En seulement deux mois, il a déjà levé tous les doutes que sa saison mitigée en Formule 2 (il termine deuxième du championnat avec une seule victoire au compteur Ndlr) avait fait peser sur lui. Oui, Lando Norris est bien crack. Un phénomène. Un virtuose du volant appelé à réaliser de grandes choses au plus haut niveau du sport automobile. Modèle de précocité (il est devenu à 19 ans et 124 jours le plus jeune pilote britannique de l’histoire à débuter en Grand Prix Ndlr), le petit prodige de l’écurie McLaren a pourtant réussi à bluffer le paddock par son calme olympien et par son opportunisme de vieux briscard. S’il n’a logiquement pas échappé à de très excusables erreurs de jeunesse depuis le coup d’envoi de la saison à Melbourne, le gamin de Bristol s’est néanmoins distingué en réalisant quelques jolis coups d’éclat (Bahreïn, Azerbaïdjan) au volant d’une MCL34 infiniment plus compétitive que sa devancière. D’emblée au niveau de son bien plus expérimenté coéquipier Carlos Sainz, la pépite de Woking n’affiche, pour autant, pas le moindre excès de triomphalisme. Conscient d’avoir laissé filer plusieurs opportunités d’inscrire des points supplémentaires lors de cette entame de championnat, le lauréat 2017 de la Formule 3 européenne préfère, au contraire, se focaliser sur les nombreux progrès qu’il lui reste encore à accomplir avant d’espérer un jour tutoyer les étoiles de la discipline. Rencontré à Monaco en marge d’une course qui le verra échouer aux portes du top dix (il termine onzième après avoir longtemps occupé le dixième rang Ndlr), le benjamin de la grille a accepté de se confier sur ses premiers mois réussis en catégorie reine. Globalement satisfait de ses débuts chez McLaren, le nouveau grand espoir du sport automobile britannique assure avoir désormais digéré le poids de son passage en Formule 1.

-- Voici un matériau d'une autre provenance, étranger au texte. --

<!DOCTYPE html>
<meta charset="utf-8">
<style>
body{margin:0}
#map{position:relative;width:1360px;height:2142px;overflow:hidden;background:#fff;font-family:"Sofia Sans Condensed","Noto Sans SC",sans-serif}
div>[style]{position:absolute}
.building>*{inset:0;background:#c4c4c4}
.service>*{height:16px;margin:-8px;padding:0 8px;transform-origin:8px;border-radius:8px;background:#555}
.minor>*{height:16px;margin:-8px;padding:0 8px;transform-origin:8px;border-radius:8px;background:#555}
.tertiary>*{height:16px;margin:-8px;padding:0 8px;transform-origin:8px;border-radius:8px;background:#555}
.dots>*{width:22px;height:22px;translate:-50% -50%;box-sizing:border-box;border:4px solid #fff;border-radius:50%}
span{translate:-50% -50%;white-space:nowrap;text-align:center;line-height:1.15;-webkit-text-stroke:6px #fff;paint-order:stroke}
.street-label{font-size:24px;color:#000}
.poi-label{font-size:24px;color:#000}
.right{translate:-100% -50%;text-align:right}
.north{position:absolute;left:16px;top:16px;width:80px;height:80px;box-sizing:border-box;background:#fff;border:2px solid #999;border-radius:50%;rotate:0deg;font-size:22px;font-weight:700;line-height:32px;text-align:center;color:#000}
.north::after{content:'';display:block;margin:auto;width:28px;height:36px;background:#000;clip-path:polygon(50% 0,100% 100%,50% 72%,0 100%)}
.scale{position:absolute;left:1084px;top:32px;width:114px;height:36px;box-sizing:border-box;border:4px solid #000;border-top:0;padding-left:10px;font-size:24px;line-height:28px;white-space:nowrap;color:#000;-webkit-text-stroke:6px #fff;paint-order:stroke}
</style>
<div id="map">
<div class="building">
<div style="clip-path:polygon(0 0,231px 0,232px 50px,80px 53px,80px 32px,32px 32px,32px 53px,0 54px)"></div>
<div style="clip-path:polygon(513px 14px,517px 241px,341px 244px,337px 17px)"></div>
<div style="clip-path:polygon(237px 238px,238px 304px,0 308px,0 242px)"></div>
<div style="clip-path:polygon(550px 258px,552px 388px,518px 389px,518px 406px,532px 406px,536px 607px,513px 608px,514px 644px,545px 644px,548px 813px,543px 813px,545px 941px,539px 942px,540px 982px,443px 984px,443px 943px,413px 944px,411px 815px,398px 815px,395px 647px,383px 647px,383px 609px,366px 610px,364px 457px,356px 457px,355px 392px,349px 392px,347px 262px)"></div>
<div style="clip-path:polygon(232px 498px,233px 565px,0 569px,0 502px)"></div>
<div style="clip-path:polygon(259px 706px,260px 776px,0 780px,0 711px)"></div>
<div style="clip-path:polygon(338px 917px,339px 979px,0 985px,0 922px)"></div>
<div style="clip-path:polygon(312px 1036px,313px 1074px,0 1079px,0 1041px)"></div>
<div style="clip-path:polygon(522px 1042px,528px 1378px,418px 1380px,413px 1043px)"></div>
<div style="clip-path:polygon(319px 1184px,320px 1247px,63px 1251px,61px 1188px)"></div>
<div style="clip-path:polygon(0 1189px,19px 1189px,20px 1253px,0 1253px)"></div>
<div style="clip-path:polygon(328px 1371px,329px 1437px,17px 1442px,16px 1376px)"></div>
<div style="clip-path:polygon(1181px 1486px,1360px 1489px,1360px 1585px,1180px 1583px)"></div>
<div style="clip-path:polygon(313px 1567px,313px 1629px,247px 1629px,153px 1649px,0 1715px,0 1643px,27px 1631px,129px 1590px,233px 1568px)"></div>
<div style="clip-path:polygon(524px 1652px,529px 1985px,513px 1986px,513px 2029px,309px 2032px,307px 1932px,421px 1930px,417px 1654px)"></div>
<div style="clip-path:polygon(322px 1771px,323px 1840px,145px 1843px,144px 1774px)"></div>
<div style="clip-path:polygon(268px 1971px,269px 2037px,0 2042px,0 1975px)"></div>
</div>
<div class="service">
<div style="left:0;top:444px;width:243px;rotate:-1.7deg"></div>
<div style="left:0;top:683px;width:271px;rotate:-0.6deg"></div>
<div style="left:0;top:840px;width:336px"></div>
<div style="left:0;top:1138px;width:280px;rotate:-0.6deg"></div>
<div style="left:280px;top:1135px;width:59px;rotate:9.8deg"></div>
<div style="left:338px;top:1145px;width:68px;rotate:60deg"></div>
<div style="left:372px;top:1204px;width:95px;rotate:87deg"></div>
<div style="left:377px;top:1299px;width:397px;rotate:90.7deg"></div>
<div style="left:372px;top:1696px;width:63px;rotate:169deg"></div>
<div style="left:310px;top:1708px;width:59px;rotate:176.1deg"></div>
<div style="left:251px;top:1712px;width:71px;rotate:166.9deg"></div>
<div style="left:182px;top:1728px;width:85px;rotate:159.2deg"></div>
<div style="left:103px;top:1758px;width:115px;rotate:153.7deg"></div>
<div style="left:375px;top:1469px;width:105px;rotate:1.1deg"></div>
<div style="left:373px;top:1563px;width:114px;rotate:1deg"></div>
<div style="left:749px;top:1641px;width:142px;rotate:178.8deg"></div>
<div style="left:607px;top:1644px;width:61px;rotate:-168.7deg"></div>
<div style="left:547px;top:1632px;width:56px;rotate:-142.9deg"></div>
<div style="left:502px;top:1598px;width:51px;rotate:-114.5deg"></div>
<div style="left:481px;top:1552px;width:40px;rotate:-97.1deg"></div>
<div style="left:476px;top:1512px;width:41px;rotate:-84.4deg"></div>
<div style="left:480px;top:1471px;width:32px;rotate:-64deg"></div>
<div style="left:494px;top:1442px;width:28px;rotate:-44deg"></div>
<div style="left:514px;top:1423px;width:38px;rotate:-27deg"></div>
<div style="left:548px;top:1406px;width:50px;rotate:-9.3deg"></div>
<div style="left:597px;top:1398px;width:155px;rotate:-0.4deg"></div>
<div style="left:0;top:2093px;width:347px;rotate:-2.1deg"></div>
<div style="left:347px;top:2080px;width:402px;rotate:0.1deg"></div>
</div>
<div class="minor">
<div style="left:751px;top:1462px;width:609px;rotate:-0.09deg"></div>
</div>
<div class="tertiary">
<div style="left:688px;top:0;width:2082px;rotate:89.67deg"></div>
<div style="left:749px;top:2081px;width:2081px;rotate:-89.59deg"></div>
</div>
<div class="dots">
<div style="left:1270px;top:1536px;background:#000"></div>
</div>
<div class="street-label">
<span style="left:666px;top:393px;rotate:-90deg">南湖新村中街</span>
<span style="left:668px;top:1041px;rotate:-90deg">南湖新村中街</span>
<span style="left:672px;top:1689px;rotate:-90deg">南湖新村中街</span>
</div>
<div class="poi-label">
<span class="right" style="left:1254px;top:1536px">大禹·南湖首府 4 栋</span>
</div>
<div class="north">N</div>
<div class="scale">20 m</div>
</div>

Avant de grimper en Formule 1 cette saison, vous avez remporté tous les championnats dans lesquels vous avez évolué. Tous, à l’exception de la Formule 2 l’an dernier où vous avez été battus par votre compatriote George Russell. Comment avez-vous vécu ce premier revers de votre carrière en sport automobile ?

Quand on a remporté toutes les catégories inférieures, cela fait forcément un peu mal d’échouer sur la dernière marche avant la Formule 1. C’est frustrant de ne pas avoir gagné, mais premièrement j’ai perdu contre un très bon pilote. Et deuxièmement, on n’était tout simplement pas assez compétitif en tant qu’équipe. On n’est jamais parvenu à mettre le doigt sur les bons réglages de la voiture. À quelques rares occasions, on s’est montré meilleur que George (Russell) et ART, mais bien souvent on était derrière eux en performance pure. Pas de beaucoup certes, mais suffisamment pour ne pas décrocher le titre. Maintenant, on ne peut pas parler de mauvaise saison. J’ai donné le maximum et je termine quand même deuxième du championnat. Ce n’est pas la fin du monde (sourire).

Avec le recul qui est le vôtre aujourd’hui, que vous a-t-il manqué en Formule 2 pour remporter le titre ?

Encore une fois, j’ai été battu par une seule personne, George (Russell). Je n’ai pas terminé sixième du championnat non plus. Mais clairement je ne me suis jamais senti très à l’aise au volant d’une Formule 2. Je ne pointe pas du doigt la voiture directement, plutôt la façon de la piloter en raison principalement des pneus Pirelli. Ils sont très différents de ceux que j’ai utilisé en Formule 3 ou en Formule Renault. Comparé aux saisons précédentes, je n’étais simplement pas confortable au volant. Je sais qu’à plusieurs reprises j’avais plus de potentiel que celui que j’ai pu montrer en piste. Je sais aussi que j’aurais très certainement été meilleur dans une autre voiture. Aujourd’hui, je me sens mieux dans une Formule 1, car elle correspond davantage à mon style de pilotage. Les sensations au volant sont bien meilleures que celles que j’ai pu ressentir en F2.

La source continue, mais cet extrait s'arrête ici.